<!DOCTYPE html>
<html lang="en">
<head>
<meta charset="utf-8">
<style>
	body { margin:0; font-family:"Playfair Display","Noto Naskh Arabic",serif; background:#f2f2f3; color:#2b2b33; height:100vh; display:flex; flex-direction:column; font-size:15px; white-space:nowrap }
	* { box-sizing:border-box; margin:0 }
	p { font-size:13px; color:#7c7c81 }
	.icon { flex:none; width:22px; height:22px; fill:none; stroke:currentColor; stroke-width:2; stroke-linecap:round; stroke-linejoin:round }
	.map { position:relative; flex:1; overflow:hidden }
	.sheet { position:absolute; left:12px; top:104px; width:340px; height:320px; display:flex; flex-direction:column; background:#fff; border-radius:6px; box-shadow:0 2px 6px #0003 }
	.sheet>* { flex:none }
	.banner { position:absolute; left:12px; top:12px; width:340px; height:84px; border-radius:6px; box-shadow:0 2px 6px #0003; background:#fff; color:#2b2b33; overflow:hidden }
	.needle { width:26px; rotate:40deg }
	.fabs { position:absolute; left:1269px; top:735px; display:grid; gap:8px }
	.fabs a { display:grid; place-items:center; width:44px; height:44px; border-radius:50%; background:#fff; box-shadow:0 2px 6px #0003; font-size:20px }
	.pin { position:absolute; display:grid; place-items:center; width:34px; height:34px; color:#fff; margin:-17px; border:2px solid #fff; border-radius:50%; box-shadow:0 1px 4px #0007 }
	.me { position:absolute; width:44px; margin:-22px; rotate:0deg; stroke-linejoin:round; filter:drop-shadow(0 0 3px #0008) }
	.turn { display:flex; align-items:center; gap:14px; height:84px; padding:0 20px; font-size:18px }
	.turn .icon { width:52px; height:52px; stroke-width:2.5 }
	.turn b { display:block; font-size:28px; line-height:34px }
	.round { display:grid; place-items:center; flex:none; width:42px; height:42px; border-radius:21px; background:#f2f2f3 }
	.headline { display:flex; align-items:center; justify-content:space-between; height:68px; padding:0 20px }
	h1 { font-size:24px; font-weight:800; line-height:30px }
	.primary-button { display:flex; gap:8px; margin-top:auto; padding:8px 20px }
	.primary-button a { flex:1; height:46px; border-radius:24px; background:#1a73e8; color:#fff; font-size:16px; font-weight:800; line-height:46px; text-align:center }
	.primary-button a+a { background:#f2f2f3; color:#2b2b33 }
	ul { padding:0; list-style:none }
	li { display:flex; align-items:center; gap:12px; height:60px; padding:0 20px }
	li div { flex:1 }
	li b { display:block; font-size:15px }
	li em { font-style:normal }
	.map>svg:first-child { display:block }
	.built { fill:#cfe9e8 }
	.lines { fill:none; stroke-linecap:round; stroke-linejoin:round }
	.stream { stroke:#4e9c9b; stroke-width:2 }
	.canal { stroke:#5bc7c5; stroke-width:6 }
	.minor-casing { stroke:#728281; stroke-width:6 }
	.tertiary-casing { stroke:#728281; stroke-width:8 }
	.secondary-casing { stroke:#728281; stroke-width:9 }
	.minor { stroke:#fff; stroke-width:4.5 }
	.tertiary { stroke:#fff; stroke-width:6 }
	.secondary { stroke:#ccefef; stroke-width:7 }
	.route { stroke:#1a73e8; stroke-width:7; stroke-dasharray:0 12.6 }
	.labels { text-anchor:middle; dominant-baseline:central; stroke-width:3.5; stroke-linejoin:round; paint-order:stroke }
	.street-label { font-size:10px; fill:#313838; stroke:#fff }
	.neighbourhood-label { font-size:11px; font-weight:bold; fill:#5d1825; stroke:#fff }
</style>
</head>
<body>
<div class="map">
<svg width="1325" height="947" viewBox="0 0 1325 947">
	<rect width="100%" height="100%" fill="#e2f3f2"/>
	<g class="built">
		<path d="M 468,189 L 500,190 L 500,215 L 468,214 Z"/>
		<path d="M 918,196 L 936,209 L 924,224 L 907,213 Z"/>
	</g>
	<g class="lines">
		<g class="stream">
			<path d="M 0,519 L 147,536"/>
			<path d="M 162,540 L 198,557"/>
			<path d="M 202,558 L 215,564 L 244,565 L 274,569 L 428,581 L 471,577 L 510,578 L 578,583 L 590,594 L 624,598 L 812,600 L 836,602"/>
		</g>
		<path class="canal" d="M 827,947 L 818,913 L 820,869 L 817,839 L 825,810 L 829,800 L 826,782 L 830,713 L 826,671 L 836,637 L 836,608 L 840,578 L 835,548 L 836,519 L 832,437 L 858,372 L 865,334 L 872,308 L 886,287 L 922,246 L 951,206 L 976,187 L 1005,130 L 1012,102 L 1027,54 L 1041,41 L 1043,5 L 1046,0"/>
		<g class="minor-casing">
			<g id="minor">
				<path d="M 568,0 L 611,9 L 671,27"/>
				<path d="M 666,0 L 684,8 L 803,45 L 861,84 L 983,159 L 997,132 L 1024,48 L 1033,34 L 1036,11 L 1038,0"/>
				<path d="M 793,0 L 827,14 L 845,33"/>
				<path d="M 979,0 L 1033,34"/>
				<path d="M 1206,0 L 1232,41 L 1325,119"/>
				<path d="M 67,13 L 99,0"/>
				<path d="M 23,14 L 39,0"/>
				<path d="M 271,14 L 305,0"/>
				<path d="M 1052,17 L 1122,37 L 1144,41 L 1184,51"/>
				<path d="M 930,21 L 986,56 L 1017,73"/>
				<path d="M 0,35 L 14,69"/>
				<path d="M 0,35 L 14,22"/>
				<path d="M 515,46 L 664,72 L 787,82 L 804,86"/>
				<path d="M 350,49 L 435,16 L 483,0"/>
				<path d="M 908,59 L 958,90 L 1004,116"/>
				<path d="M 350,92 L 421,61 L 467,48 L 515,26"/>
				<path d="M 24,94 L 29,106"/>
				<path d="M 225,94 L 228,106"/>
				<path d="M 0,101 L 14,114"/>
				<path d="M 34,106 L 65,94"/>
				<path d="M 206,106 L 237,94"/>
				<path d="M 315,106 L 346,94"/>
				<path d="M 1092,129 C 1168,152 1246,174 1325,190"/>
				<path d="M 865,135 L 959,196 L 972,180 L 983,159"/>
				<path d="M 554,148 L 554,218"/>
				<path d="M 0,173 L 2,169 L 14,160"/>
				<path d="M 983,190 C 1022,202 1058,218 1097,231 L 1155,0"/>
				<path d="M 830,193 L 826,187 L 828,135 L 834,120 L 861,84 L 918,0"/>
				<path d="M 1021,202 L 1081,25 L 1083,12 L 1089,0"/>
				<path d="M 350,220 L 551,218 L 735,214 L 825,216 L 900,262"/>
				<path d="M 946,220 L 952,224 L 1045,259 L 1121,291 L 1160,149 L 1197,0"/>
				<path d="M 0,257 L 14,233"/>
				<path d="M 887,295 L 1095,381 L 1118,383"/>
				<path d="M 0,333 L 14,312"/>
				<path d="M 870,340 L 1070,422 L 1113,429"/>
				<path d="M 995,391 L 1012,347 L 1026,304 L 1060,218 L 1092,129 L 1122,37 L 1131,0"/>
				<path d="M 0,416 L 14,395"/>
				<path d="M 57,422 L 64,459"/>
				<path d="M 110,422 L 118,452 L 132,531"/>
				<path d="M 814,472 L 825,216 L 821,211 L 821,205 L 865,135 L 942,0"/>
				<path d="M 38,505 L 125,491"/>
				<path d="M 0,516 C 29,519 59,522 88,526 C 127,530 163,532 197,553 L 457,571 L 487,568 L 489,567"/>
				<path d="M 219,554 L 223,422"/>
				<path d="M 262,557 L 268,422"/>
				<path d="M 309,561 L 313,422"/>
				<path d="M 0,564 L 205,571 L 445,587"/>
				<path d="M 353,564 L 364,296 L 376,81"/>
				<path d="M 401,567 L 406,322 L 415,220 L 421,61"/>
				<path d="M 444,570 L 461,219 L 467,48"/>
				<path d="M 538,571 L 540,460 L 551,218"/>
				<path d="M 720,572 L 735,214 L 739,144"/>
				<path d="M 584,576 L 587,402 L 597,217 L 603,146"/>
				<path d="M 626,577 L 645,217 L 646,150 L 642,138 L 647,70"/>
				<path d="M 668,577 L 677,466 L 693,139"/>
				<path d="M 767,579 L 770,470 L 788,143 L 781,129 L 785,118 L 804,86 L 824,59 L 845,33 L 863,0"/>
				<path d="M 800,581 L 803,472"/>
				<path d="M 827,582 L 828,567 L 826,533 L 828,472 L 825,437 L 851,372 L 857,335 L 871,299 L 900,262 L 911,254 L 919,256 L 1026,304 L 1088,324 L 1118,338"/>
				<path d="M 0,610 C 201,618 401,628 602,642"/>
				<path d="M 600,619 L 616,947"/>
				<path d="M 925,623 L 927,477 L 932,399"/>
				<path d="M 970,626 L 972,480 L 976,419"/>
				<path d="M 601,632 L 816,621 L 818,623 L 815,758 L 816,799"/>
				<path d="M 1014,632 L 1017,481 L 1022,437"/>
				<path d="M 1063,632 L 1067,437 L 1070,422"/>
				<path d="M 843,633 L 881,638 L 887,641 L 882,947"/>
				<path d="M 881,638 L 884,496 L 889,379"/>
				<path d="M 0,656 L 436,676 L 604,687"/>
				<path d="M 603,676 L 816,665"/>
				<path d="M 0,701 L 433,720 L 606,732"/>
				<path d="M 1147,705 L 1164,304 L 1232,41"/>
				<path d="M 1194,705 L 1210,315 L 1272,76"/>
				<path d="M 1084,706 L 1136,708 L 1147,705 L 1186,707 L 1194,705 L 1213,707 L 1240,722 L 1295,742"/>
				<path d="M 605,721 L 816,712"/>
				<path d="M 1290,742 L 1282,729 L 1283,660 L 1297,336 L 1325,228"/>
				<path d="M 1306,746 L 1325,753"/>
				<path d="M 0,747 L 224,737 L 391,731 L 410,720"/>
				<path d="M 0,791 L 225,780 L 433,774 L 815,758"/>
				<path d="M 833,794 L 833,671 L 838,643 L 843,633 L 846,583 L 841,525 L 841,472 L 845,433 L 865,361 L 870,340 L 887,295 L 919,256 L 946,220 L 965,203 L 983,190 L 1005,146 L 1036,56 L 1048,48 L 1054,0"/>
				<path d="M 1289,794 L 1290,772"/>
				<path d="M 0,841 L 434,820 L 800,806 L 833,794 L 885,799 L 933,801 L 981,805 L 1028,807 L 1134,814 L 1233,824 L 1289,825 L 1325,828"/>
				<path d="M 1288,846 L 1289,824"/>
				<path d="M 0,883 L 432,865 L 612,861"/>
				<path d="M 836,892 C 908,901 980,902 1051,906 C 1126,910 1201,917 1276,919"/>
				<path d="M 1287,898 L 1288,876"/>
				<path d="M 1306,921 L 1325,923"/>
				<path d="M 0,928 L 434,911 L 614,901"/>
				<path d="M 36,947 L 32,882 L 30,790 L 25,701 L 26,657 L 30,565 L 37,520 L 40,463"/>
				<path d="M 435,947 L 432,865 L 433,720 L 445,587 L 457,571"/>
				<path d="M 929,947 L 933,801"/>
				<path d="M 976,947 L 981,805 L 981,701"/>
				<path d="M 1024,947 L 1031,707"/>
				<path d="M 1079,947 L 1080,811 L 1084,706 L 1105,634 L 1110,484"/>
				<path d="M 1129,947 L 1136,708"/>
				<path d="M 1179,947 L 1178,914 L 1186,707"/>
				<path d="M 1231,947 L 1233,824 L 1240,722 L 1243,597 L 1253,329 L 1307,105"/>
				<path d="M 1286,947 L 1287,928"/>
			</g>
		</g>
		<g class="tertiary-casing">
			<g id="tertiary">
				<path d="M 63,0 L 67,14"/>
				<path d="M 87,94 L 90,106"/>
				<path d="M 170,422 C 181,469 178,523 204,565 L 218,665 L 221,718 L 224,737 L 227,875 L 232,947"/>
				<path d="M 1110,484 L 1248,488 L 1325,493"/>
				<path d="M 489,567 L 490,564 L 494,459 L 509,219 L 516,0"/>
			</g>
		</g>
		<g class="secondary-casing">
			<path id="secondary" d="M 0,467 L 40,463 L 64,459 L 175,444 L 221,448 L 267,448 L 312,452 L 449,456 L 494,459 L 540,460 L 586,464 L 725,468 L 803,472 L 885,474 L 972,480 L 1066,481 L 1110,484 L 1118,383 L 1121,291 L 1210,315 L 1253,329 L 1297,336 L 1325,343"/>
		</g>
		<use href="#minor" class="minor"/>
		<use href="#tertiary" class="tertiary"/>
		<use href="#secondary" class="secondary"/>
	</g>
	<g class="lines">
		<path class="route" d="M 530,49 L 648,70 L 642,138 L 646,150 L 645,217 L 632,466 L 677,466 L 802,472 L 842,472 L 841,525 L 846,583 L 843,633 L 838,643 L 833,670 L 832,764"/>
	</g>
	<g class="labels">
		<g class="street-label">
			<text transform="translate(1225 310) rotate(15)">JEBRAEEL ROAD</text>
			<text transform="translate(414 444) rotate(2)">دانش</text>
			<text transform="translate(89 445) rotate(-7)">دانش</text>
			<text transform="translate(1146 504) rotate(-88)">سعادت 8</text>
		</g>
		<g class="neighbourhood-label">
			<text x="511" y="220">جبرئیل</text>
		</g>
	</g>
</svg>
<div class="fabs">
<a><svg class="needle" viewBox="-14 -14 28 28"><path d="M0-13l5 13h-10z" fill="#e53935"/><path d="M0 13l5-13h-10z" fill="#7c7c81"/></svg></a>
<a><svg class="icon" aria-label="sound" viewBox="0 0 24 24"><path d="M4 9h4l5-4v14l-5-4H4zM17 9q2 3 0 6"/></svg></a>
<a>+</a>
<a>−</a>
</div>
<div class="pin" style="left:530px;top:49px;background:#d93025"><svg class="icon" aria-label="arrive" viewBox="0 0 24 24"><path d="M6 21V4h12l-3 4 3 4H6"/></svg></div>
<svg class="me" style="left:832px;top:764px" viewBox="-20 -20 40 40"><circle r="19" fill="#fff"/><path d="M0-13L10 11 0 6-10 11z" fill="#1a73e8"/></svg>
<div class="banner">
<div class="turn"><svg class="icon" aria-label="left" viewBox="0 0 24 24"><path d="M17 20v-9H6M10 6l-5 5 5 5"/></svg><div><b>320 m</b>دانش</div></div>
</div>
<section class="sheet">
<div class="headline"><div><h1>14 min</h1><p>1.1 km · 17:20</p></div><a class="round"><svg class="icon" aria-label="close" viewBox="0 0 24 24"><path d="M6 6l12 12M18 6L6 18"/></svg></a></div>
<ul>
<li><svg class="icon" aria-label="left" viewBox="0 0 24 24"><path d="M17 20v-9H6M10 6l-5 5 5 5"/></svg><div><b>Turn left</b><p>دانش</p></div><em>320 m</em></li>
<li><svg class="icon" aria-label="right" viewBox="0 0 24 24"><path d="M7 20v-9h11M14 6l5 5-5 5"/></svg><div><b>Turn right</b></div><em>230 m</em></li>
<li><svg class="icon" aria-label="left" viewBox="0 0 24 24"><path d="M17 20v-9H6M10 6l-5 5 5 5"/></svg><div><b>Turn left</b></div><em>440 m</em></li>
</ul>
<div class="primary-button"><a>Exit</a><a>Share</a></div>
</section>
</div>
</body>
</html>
------------------------------------------------------------
Exercise requirements => Every line of the material above that has the string "linecap" needs pulling out.

Response =>
	.icon { flex:none; width:22px; height:22px; fill:none; stroke:currentColor; stroke-width:2; stroke-linecap:round; stroke-linejoin:round }
	.lines { fill:none; stroke-linecap:round; stroke-linejoin:round }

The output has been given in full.